By Cymbeline Anthropocene on May 04, 2021 at 07:49 PM in Cymbeline and the World

In April, Globe 4 Globe: Shakespeare and Climate Emergency became the first international symposium to address this increasingly pressing topic. Co-organized by Katie Brokaw, Paul Prescott, and the Research Department at Shakespeare’s Globe, the event brought together more than 30 theatre-makers, scholars, and sustainability experts, who presented culturally and theatrically diverse papers on eco-Shakespeare in performance, with a particular emphasis on its relationships with the deepening climate crisis. The breadth of artistic concepts and dramaturgical approaches makes it challenging to summarise the conference’s key takeaways. Nonetheless, three broad themes emerged: relations to place, sustainable practices, and environmental justice. 

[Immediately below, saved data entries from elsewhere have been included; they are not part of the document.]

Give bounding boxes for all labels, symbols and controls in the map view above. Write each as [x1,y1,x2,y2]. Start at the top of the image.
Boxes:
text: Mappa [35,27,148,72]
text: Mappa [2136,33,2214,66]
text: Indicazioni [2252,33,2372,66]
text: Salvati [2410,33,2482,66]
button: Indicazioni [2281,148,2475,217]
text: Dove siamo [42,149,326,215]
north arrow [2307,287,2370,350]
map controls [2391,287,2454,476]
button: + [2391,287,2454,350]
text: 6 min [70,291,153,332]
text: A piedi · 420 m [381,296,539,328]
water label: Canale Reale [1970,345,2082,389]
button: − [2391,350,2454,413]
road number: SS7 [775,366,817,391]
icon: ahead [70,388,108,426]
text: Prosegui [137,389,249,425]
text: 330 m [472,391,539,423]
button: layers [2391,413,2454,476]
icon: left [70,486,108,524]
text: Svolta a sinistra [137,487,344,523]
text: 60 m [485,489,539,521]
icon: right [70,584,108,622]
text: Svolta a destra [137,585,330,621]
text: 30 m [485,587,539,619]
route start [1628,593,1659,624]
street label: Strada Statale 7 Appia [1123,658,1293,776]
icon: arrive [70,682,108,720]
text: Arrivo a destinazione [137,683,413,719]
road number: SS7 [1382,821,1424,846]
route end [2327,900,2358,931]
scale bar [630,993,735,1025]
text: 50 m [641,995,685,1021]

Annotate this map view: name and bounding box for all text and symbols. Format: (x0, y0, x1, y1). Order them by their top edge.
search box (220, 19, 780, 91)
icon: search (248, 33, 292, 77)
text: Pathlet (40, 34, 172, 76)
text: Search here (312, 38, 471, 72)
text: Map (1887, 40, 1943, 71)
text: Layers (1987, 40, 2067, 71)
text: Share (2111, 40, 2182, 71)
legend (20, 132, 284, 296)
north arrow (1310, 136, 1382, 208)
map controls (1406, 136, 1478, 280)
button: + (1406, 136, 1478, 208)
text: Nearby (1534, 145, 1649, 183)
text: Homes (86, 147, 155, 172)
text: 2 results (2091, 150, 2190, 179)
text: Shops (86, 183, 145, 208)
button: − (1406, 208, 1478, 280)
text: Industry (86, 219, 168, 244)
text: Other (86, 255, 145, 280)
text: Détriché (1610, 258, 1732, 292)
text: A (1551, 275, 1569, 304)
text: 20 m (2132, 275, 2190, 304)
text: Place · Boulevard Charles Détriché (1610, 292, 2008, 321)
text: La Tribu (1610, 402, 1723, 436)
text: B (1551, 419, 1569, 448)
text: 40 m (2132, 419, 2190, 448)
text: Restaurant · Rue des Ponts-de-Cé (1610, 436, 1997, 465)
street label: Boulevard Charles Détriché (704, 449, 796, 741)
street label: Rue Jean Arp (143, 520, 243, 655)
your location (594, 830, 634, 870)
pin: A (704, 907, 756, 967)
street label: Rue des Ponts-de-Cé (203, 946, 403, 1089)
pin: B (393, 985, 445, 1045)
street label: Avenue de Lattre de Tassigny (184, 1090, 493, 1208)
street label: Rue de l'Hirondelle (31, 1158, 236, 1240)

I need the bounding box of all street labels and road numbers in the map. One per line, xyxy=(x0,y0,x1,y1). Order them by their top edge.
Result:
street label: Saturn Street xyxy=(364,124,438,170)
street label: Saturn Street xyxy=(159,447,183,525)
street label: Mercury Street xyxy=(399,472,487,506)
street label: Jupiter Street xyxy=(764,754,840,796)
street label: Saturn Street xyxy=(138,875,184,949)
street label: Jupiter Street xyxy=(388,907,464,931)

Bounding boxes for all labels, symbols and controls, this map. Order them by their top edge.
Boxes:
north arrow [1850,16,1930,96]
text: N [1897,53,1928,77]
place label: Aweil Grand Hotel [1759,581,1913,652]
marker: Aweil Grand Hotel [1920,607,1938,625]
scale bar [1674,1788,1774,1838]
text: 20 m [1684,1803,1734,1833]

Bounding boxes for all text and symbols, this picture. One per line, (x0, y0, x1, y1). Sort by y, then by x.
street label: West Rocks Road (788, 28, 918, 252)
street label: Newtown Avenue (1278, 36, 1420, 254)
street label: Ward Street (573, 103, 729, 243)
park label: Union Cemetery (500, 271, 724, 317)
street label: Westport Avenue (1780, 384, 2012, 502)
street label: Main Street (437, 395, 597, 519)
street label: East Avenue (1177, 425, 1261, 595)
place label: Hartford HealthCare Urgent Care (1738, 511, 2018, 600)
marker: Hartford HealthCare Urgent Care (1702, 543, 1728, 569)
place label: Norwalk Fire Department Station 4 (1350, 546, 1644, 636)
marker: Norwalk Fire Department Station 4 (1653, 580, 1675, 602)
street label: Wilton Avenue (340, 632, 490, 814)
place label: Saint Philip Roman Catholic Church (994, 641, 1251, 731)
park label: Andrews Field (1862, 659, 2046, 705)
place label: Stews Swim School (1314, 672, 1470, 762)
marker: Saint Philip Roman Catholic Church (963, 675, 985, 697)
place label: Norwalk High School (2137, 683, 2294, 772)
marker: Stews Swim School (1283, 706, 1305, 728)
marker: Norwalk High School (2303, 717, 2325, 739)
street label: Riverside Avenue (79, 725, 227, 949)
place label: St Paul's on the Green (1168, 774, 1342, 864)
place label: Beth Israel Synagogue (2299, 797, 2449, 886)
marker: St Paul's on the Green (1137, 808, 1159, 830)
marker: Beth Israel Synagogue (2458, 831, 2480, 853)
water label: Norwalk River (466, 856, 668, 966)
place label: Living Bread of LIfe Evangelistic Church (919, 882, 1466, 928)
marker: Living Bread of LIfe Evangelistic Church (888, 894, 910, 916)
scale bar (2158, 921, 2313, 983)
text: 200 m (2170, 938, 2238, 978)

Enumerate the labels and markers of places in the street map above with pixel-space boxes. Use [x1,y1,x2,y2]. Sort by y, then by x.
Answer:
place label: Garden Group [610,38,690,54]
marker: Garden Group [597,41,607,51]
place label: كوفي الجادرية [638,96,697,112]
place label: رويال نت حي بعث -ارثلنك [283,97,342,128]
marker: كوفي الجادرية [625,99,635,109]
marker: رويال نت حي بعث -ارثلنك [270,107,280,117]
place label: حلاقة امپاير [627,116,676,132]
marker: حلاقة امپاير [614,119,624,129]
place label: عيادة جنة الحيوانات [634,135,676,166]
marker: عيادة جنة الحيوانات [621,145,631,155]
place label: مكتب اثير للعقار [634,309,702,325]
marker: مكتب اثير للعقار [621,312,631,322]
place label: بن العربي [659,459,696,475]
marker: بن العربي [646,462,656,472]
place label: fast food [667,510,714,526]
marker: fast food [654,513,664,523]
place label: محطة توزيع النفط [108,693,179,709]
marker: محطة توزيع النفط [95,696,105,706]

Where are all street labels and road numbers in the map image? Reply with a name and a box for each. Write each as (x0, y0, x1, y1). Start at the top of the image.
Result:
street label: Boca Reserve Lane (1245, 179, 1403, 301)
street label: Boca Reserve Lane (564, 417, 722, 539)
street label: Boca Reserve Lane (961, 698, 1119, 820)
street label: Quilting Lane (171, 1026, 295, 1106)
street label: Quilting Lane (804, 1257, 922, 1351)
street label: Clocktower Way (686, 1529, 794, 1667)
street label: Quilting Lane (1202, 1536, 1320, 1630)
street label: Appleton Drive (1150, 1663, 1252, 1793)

Our thumbnail summaries of presentations are grouped here according to these themes—although it needs to be mentioned from the start that virtually every speaker also entangled and extended them. We’ll conclude this blog-essay by suggesting how the presentations pointed collectively to a new emergent concept: eco-optimal Shakespeare. To access all video recordings from Globe 4 Globe, click here to view them on the EarthShakes Alliance webpage. 

Place 

Many presenters focused on the active contributions of local or regional sites to performances from two interfacing perspectives: as places suffering directly from climate change or other negative environmental impacts represented through material or poetic analogies in Shakespeare’s works; and as sites of theatrical production operating under twenty-first-century conditions which inevitably reframe Shakespearean characters and stories as Anthropocene subjects. 

Madeline Sayet’s keynote talk, “Where Does The Story Meet the Earth,” captured these dual perspectives from the place-viewpoint of planetary nature, exemplified by immemorial relationships of Indigenous nations with their regional homelands, animals, and spiritualities, yet historically destroyed or demonized by American colonization. Sayet argued that incorporating local Indigenous references and cultural practices could fill in the “gaps” in Shakespeare’s early modern knowledge and narratives to create new, motivating performances of environmental and political decolonization.  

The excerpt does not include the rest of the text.